Assegno divorzile: per i giuditribunaleci non è dovuto in caso di lavoro in nero
Sono proprio i requisiti di gravità, precisione concordanza per il ragionamento presuntivo a determinare la decisione del magistrato che ha analizzato il caso di un imprenditore che, in vista della separazione ha estinto un conto corrente italiano così da terra trasferire i suoi beni immobiliari in Romania.
In questo caso l’ex marito ha chiesto il contributo economico all’ex coniuge vedendoselo negare poiché i giudici, nel merito, si sono convinti che le condizioni economiche erano agiate e, anche se la moglie aveva molte più disponibilità economiche, l’assegno divorzile non è stato autorizzato: bisognerebbe stabilire le ragioni del divario economico fra le due parti.
Assegno divorzile: la trasparenza agevolerebbe il richiedente
Questo elemento però è venuto meno perché il richiedente non ha esibito tutta la documentazione economica che lo riguardava.
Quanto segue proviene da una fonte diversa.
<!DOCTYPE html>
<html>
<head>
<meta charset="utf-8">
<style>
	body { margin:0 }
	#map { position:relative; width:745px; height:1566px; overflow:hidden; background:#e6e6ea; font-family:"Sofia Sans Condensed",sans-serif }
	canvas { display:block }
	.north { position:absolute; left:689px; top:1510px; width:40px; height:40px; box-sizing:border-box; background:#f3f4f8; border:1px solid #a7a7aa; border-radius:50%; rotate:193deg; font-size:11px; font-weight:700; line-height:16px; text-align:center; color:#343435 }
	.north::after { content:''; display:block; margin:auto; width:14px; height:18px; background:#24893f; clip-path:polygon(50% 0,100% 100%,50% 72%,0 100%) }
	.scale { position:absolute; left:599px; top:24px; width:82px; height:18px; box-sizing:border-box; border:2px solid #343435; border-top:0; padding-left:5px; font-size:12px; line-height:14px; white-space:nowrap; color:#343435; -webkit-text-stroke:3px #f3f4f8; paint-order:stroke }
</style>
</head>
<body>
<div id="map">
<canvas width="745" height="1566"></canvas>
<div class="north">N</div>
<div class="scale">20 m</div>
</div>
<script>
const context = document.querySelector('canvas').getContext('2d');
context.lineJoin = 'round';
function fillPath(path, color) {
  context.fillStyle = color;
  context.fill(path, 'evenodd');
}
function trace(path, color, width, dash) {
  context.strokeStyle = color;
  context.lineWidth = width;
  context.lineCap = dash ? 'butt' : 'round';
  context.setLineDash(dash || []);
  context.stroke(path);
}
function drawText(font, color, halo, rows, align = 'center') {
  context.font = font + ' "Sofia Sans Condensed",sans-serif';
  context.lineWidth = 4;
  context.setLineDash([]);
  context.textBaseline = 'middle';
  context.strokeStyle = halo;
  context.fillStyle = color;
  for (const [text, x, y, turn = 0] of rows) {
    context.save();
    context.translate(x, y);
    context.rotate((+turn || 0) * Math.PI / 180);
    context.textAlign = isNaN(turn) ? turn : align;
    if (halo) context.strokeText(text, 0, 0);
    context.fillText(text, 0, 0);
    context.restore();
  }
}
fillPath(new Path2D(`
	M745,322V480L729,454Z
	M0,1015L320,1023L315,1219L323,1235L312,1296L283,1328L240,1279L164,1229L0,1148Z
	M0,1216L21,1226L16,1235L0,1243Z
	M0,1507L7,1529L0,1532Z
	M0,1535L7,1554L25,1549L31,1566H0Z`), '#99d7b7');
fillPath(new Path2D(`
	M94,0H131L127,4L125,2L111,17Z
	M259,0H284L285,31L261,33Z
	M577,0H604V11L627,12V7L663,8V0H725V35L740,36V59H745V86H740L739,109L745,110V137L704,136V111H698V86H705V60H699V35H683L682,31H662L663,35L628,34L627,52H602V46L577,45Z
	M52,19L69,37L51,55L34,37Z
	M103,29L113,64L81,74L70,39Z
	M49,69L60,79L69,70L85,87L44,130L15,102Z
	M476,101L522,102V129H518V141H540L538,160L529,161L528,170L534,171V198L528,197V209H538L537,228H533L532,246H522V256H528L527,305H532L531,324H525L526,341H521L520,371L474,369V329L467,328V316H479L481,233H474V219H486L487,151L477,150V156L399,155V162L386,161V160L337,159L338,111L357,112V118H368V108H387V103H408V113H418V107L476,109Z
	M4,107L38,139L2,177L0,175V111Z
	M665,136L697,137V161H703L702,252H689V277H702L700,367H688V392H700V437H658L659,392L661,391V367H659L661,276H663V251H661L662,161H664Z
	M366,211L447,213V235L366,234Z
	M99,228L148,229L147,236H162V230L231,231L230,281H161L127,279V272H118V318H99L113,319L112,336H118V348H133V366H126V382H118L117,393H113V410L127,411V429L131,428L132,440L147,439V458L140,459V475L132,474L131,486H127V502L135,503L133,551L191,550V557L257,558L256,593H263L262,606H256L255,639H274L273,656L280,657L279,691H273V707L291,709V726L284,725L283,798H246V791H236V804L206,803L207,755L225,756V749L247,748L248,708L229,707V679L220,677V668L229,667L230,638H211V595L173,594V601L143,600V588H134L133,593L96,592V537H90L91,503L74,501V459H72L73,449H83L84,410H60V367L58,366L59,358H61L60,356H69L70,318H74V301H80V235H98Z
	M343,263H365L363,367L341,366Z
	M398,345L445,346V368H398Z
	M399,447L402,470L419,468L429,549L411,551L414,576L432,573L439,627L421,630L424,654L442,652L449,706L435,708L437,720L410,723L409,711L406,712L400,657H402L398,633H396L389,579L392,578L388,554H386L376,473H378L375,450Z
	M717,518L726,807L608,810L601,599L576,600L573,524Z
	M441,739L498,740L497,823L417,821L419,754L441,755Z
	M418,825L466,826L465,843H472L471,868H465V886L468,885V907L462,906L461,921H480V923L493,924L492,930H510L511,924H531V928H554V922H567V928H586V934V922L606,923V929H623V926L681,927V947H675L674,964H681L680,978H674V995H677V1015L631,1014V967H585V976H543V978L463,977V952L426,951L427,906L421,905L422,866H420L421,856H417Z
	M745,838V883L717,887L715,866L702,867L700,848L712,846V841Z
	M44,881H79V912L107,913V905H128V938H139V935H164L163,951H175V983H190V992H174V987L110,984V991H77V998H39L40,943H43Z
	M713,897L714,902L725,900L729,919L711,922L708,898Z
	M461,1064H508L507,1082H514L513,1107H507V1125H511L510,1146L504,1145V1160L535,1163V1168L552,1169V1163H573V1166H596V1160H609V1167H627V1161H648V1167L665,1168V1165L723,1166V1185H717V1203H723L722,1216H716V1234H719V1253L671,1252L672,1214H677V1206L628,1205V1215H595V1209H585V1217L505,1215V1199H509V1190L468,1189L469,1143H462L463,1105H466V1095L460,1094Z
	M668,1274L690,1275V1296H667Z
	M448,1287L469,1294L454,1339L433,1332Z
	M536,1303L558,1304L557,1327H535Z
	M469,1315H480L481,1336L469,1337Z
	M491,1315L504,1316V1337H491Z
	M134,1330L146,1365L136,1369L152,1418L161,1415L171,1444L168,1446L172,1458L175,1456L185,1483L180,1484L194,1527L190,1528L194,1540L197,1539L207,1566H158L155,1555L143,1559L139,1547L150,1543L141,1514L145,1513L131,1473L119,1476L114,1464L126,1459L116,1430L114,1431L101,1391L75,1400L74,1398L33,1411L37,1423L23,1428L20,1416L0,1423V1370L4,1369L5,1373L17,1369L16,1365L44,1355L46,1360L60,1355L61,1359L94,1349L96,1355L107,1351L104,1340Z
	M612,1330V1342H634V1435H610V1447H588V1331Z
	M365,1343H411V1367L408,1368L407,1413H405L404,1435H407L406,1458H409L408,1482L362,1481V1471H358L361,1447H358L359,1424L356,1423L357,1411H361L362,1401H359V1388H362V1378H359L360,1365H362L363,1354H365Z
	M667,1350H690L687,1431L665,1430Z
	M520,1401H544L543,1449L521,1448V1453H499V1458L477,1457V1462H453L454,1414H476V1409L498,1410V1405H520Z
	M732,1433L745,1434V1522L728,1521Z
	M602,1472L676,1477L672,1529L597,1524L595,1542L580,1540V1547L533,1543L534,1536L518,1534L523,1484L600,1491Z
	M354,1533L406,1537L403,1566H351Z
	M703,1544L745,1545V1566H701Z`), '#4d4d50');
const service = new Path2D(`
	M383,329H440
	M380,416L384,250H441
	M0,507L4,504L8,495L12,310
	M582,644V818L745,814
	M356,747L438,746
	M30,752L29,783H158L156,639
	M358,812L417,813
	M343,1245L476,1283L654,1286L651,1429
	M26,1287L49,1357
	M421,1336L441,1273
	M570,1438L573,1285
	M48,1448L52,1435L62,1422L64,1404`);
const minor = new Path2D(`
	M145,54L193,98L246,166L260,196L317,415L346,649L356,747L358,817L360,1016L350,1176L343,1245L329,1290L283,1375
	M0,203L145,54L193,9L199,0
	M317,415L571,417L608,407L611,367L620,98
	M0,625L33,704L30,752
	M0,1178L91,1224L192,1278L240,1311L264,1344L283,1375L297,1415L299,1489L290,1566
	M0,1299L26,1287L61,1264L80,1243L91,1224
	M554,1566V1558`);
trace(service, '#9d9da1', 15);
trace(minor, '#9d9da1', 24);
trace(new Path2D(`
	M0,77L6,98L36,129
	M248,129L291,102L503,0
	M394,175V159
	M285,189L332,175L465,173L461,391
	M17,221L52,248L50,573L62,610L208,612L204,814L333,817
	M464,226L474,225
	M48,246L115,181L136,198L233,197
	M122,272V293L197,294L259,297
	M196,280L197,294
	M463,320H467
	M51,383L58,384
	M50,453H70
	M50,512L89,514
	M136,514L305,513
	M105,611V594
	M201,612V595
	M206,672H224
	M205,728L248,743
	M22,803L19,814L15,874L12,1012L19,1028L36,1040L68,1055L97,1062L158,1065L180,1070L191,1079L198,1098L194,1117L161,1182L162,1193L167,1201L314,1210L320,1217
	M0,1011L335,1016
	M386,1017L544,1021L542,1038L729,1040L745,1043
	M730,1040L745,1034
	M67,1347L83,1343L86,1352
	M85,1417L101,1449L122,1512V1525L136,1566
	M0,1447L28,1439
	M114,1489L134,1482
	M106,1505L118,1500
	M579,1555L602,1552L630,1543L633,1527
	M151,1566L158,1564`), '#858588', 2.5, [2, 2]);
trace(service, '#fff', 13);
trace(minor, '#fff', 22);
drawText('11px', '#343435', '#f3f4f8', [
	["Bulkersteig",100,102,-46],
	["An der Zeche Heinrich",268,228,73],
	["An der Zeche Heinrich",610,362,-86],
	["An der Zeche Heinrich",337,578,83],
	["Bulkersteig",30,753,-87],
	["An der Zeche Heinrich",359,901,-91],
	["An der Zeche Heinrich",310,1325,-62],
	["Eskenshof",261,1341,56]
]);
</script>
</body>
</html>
Ciò che si sa è che l’uomo ha versato alle Entrate un debito di 187.000 per l’irregolare gestione fiscale delle sue attività e che in Romania può contare su le quote sociali di un parco auto. In Italia possiede una casa di 280 mq intestato alla figlia. È per questo che tutti gli elementi portati sub iudice dall’uomo risultano inammissibili in sede di legittimità per l’assegnazione dell’assegno divorzile.